Un ejemplo reciente lo encontramos en los últimos acontecimientos que hicieron que la Universidad de la Rioja fuera noticia. Dicha institución mostraba su rechazo e indignación al conocerse la actitud de algunos alumnos de Magisterio. Se había hecho público un chat privado de WhatsApp donde algunos estudiantes compartían comentarios como «últimamente son todas muy putas todas», «hay que partirles las bragas» y valoraciones sobre el aspecto físico de algunas compañeras («es un puto quesito de cabra del copón», «tiene pinta de facilona» o «vaya jodida manteca»).
Ante tales hechos, la universidad actuó con rotundidad. Poco después de conocerse el contenido de este grupo, se abrió un expediente informativo, el cual será posteriormente estudiado por una comisión. A partir de ahí, según informaba el rector, Juan Carlos Ayala, se valoraría si se ha cometido un delito y se trasladaría dicha información al Ministerio Fiscal. El señalamiento de machismo trascendía así el derecho a la privacidad y la libertad de expresión. Si bien, también mostraba el interés de la universidad por gestionar el sexo y domesticar el deseo entre el alumnado, en su mayoría personas adultas y, en su totalidad, personas que superaban la edad de consentimiento sexual. ¿Y si la universidad no buscaba hacer pedagogía sobre las relaciones sanas entre iguales y sí evitar daños a su reputación o una pérdida de credibilidad en su compromiso por la igualdad? ¿Y si el objetivo final no fuera proteger a las estudiantes de la violencia sexual y sí salvaguardar un interés económico, esto es, no perder una determinada financiación?

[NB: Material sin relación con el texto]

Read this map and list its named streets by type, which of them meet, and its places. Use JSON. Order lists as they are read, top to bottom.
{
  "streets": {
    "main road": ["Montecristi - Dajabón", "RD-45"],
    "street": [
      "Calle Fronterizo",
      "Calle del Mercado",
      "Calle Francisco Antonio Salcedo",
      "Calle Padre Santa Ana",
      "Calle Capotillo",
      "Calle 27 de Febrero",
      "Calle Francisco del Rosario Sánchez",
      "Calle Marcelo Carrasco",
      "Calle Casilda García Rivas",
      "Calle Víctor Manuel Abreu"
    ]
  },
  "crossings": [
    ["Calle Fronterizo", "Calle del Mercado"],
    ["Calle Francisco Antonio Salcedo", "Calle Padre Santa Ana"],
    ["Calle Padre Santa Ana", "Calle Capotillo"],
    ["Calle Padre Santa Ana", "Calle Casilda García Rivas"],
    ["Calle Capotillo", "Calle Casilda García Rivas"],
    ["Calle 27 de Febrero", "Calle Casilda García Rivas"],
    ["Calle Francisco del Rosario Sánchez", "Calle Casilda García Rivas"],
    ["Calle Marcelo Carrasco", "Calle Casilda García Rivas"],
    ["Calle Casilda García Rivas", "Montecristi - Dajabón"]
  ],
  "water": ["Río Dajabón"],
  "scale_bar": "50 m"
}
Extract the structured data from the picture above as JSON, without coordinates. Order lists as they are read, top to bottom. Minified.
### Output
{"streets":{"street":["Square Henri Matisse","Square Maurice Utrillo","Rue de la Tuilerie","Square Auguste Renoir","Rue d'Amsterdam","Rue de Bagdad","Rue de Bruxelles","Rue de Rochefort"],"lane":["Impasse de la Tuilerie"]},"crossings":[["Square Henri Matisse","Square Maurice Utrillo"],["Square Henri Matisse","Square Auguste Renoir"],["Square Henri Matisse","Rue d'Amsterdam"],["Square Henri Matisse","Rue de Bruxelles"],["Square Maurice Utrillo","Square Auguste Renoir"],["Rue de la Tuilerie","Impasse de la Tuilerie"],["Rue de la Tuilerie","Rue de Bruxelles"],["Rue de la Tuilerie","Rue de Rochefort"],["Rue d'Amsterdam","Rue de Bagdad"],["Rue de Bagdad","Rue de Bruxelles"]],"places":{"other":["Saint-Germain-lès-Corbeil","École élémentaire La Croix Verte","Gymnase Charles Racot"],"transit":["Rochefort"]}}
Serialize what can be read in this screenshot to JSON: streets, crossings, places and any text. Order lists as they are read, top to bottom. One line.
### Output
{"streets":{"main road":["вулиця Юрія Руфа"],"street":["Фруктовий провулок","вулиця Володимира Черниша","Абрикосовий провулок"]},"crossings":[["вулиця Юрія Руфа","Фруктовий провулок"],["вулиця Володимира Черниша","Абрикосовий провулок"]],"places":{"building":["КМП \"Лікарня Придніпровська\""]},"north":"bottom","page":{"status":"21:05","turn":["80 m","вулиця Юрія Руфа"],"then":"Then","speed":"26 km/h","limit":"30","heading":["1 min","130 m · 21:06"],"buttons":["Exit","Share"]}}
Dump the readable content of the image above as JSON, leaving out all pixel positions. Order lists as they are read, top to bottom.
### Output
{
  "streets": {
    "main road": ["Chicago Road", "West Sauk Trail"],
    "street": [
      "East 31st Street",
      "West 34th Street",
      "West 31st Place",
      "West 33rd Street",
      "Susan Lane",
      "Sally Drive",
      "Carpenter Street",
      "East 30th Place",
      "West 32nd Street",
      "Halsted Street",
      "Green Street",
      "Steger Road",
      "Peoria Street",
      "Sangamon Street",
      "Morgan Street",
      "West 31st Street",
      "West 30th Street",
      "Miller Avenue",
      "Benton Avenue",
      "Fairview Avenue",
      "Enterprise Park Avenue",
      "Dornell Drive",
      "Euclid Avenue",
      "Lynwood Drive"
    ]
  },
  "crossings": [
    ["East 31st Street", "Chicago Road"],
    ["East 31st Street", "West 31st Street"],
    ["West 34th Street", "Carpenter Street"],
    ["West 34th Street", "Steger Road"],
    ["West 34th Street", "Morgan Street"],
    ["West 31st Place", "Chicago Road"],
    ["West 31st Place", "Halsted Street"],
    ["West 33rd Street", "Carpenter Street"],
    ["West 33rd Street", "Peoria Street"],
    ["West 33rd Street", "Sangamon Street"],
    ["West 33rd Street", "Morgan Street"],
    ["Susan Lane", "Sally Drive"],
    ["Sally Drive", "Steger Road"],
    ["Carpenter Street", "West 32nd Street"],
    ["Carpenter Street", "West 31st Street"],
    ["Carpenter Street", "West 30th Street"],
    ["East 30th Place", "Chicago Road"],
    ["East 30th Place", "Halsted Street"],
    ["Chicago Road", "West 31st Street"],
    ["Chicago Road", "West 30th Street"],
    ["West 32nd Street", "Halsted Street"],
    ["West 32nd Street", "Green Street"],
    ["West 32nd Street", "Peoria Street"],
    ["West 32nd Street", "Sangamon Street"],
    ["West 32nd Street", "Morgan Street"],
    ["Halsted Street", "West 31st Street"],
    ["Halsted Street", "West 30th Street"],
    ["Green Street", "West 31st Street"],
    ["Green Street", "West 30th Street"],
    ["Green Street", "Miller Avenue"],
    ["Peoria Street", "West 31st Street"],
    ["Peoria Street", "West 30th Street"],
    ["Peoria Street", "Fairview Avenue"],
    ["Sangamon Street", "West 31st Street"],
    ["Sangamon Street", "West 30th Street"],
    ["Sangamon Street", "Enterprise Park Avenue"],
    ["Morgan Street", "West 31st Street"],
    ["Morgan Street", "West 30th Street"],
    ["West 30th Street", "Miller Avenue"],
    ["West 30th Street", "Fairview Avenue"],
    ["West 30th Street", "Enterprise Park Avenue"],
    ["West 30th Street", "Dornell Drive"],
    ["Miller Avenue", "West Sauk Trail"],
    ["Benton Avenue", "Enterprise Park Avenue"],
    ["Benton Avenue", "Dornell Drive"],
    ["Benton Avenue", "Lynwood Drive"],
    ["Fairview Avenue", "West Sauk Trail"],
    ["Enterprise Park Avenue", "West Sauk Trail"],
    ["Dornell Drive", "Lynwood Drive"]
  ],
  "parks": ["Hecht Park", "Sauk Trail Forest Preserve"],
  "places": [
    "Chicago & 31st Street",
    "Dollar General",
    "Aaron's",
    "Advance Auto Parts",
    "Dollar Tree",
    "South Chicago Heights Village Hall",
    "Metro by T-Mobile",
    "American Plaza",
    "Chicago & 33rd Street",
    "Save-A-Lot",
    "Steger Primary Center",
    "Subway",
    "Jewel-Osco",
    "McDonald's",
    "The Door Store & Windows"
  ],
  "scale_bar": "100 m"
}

El análisis de este debate despierta en mí otras preguntas. Muchas personas en redes mostraban su desacuerdo ya no solo por los comentarios sino también por la intención de los jóvenes de buscar un encuentro sexual con alguna compañera nueva. Si el consentimiento es la condición para el sexo y exige el sí de las mujeres, ¿por qué debe considerarse machista la búsqueda de esa aceptación?
«Ya no se puede desear sin ofender y ya no se puede fantasear sin convertirse en el foco de la estigmatización o la presunción de machismo»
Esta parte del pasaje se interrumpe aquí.